Our lab is interested in understanding the cellular mechanisms involved in the control of the intracellular space and cell morphogenesis. To study these mechanisms at a molecular and cellular level we use a simple eukaryote, genetically tractable fission yeast Schyzosaccharomyces pombe, as a model organism.
S. pombe is a cylindrical single-celled yeast that grows in a highly polarized manner by tip extension. Once cells reach a critical cell mass, mitosis is initiated and chromosomes are segregated along the long axis of the cell. Cells then divide symmetrically generating two identically sized daughter cells.
Fission yeast precisely position growth zones to the opposite cell ends in order to grow in a straight line. They also define cell middle to position cell division site.

 

S. pombe cytoskeleton consists of actin filaments, actin cables and microtubules (MTs). Disruption of the MT cytoskeleton results in defects on nuclear and division plane positioning as well as defects in the establishment of sites of growth and cell shape. Interphase MTs are highly dynamic and are organized into antiparallel bundles with the plus ends facing the cell tips and the minus ends overlapping near the cell center where these bundles are attached to the nuclear envelope. This simple MT organization allows S. pombe cells to deliver polarity factors to the cell tips and to position the nucleus at the geometrical center of the cell. Actin filaments are also polarized within the cell with the barbed, fast growing, ends facing the cell tips during interphase and the cell center during cytokinesis. This polarization allows myosin V-driven transport of secretory vesicles towards the sites of growth and division.

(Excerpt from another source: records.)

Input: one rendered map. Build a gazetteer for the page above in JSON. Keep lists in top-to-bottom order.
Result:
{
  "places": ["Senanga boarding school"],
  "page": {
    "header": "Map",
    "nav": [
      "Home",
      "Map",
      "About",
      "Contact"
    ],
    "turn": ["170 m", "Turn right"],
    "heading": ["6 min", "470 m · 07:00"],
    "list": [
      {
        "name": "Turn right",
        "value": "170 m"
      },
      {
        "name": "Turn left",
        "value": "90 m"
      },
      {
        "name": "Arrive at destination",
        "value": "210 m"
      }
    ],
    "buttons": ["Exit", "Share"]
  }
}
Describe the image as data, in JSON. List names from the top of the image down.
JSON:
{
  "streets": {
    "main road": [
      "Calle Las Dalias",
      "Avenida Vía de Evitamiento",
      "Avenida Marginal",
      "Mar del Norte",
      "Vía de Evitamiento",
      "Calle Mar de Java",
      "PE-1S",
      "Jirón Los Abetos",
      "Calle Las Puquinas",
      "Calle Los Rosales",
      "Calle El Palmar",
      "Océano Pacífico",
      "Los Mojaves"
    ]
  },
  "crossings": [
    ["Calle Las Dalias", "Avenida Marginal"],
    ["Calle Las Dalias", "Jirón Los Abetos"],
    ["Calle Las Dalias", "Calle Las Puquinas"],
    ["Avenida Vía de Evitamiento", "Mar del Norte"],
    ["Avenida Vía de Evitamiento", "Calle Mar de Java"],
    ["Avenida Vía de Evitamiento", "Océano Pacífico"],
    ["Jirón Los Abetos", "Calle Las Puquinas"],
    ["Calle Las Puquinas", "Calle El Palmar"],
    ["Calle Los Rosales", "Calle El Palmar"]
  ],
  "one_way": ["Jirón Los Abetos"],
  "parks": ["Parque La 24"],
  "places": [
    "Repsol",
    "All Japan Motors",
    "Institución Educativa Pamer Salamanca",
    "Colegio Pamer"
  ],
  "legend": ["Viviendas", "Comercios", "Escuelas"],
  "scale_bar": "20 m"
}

Defects in actin cytoskeleton or actin-dependent transport result in loss of polarized growth and in cell shape defects.

1. Which molecular mechanisms allow cells to sense their cellular space and determine/find their geometrical center (needed to position the nucleus in the cell middle and to divide symetrically forming identical daughters),
2. How do cells determine the sites of growth and division,
3. How is a particular cellular shape established and maintained, and
4. How does the mitotic spindle interpret cellular shape and polarity cues to orient itself along the long axis of the cell.